For example, first, at a user end, a user device receives voice input information input by a user, the voice input information corresponding to a specific spoken conversation scenario. Specifically, the user may first select a particular spoken dialog scenario and then input his voice input information. Subsequently, the user device sends the voice input information of the user to the network device, so that the voice input device 21 receives the voice input information of the user and the corresponding spoken language conversation scene from the user device.

Preferably, the voice input information may also be preprocessed by the voice input device 21 or other specific devices (not shown) in the spoken language practice device 20 to obtain character string information and pronunciation information contained in the voice input information.

For example, the voice input device 21, after receiving the voice input information of the user, performs preprocessing, such as noise filtering, on the voice input information to generate secondary data of the voice input information, such as obtaining character string information and pronunciation information contained therein.

After preprocessing the voice input information of the user, the voice input device 21 can obtain the character string information and pronunciation information included in the voice input information, which can be regarded as secondary data of the voice input information. While noise filtering is performed, the network device can convert the voice input information into data information which is easier to recognize, and meanwhile, data support is provided for information processing and the like in subsequent steps.

Subsequently, the scene analysis means 22 provides the user with response information corresponding to the voice input information thereof within the spoken conversation scene. Specifically, in a specific spoken language conversation scenario, the scenario analysis device 22 may provide the user with response information corresponding to the voice input information of the user by performing semantic analysis, keyword matching, or the like on the voice input information of the user.

For example, the scenario analysis device 22 may perform semantic analysis on the voice input information of the user, such as keyword and context analysis, to generate corresponding response information. For another example, the network device matches the response database according to the keywords in the voice input information of the user, and generates corresponding response information according to a predetermined sentence template.

Then, when the session is ended, the session feedback device 23 provides the user with feedback information about the session, where the feedback information includes session evaluation information and/or session suggestion information for the user.

For example, the conversation feedback device 23 may generate the conversation evaluation information and/or the conversation suggestion information of the user according to the number of sentences of the voice input information of the user in the conversation and the semantic meaning of the voice input information. The session evaluation information is, for example, an evaluation of an expression ability of the user in a specific contextual session, specifically, a score is given to the performance of the user in the session, and the session suggestion information is, for example, a common example sentence in a scene of the session. The feedback information can reflect the mastering degree of the user on the conversation scene laterally, if the user can express the content which the user wants to express rapidly by fewer sentences, the user can better master the conversation scene, the user can spend more time on the conversation scene with poorer mastering degree according to the requirement of the user, the user time is saved, and the user can better master each conversation scene.

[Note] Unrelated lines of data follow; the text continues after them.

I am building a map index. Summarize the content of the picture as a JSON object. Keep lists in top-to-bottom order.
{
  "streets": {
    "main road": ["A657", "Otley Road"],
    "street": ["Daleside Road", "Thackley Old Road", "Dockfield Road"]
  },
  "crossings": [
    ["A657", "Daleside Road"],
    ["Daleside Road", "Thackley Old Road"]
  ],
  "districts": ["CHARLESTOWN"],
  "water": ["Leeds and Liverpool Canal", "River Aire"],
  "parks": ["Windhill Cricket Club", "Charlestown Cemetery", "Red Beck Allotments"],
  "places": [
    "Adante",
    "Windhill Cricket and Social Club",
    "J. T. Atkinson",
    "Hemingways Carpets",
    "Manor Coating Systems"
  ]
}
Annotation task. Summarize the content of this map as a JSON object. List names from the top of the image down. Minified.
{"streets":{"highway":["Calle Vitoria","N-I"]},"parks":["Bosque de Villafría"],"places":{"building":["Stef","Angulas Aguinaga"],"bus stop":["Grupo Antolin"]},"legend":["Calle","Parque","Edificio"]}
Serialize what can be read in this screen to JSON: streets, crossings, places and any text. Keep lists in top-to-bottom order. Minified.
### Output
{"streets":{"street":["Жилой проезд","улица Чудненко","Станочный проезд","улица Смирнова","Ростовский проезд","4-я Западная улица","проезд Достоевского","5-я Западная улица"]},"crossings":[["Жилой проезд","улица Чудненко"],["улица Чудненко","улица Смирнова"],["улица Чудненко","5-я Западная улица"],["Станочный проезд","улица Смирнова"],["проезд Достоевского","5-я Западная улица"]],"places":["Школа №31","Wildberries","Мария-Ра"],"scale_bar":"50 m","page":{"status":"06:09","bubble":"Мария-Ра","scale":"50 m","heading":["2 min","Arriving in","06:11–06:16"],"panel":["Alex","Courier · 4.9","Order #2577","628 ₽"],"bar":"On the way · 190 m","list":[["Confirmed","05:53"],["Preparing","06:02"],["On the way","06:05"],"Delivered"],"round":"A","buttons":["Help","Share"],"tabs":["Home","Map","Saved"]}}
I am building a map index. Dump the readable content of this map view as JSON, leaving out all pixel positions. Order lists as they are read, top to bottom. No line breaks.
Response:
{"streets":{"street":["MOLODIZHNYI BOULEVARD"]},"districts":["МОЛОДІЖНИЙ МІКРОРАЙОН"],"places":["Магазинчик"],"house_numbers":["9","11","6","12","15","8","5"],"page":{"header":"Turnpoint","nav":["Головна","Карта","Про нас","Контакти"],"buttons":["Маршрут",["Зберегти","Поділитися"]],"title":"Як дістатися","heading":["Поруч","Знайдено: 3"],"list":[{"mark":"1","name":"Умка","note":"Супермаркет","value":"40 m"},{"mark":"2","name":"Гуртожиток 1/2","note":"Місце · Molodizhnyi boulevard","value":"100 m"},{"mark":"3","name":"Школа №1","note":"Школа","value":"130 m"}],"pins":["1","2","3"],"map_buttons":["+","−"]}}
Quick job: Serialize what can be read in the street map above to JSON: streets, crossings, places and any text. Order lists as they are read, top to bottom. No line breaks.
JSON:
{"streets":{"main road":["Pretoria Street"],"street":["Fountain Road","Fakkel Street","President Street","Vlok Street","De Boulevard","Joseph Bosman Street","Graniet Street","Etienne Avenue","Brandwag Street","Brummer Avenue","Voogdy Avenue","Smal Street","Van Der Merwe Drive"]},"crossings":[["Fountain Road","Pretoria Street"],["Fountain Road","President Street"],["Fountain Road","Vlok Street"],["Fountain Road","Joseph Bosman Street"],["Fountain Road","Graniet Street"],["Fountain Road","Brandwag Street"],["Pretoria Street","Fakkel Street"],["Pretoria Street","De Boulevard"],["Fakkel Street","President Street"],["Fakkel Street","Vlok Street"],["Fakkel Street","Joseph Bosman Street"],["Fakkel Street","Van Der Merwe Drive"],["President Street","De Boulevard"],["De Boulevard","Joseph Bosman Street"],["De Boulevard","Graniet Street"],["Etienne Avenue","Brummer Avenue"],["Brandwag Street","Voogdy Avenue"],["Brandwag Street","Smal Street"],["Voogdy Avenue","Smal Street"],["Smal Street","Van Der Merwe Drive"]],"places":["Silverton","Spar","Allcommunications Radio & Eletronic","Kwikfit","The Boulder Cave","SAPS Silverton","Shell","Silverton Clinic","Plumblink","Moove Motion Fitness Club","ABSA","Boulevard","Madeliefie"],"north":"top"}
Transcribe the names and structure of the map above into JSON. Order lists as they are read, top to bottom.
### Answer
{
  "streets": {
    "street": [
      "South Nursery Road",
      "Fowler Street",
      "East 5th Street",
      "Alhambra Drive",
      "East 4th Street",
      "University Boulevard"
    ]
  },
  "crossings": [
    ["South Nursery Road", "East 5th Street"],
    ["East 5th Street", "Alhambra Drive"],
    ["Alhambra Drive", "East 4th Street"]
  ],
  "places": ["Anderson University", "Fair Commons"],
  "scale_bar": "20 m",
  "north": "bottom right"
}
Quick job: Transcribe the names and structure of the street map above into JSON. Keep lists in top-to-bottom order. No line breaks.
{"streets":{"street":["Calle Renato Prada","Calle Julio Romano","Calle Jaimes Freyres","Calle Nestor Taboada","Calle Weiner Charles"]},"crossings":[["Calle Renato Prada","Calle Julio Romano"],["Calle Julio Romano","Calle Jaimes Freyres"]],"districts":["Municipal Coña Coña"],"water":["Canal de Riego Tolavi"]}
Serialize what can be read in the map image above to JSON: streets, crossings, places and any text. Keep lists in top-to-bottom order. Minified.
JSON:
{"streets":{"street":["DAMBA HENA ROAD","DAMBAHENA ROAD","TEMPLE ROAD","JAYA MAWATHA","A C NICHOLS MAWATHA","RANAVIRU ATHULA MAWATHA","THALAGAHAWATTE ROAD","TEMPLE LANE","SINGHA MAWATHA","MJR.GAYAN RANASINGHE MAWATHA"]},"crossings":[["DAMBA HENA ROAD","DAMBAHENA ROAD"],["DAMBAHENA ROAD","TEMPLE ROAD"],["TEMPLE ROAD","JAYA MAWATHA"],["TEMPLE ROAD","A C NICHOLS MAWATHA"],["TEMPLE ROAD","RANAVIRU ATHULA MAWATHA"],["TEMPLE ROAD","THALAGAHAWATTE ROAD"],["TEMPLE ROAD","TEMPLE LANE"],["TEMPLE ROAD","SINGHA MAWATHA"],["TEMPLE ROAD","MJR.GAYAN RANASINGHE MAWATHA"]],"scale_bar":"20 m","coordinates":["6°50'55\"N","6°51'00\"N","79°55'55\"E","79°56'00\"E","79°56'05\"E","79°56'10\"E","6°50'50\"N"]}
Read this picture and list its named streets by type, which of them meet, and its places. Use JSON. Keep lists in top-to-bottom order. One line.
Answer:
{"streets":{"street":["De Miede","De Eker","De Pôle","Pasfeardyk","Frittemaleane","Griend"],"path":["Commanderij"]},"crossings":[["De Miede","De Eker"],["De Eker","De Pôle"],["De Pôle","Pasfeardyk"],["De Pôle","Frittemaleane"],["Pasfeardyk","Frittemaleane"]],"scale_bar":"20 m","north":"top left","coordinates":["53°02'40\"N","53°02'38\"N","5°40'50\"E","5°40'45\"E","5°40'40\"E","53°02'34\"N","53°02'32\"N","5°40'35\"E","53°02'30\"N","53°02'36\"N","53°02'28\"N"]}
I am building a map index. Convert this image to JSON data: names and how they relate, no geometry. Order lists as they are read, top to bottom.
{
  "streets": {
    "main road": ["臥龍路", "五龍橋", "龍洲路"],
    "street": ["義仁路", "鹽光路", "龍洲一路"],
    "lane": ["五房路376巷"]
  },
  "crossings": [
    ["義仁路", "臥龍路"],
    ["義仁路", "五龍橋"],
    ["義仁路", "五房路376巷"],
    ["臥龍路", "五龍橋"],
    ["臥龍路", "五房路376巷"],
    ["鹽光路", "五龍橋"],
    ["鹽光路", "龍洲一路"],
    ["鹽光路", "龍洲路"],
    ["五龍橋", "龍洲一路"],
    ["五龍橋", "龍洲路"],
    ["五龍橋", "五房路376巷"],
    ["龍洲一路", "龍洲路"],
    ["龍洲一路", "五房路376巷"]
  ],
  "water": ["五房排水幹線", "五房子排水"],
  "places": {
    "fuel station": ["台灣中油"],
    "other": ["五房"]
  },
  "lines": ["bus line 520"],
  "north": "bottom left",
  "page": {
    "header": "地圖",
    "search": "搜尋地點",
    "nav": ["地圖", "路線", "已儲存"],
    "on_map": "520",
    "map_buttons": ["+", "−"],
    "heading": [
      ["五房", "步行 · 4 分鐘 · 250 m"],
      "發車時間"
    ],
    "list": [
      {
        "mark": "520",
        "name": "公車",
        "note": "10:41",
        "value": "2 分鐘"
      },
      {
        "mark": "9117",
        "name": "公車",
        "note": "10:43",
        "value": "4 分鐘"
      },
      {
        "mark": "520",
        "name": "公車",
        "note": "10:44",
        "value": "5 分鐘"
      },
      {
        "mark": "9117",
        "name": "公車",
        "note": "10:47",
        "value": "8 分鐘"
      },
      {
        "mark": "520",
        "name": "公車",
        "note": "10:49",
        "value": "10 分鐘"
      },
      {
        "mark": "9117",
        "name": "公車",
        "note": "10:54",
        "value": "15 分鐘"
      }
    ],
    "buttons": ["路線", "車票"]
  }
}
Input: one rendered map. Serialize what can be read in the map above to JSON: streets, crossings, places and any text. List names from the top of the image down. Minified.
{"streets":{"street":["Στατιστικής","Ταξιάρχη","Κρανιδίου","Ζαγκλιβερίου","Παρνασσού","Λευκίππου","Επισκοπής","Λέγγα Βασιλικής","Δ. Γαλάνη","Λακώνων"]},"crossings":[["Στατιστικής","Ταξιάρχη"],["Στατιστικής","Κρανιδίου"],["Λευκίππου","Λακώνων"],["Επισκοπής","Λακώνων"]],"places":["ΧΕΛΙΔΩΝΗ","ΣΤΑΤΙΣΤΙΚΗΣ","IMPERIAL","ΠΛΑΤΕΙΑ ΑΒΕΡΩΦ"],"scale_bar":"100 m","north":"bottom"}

Alternatively, the session evaluation information and/or the session suggestion information may also be generated by the context analysis means 22, while the session feedback means 23 is only responsible for information transfer with the user side.

Further, when the session feedback device 23 sends the feedback information to the user terminal and the feedback information is presented at the user equipment, the user equipment may provide the feedback information to the user in various forms. For example, the user equipment may play the score of the performance of the session and the common example sentences in the scene of the session to the user in a voice mode. As another example, the user device may present the feedback information to the user in a visual form. The visual representation can be various, such as a text display, a diagram display and the like. Further, the user equipment can display and play the feedback information to the user at the same time.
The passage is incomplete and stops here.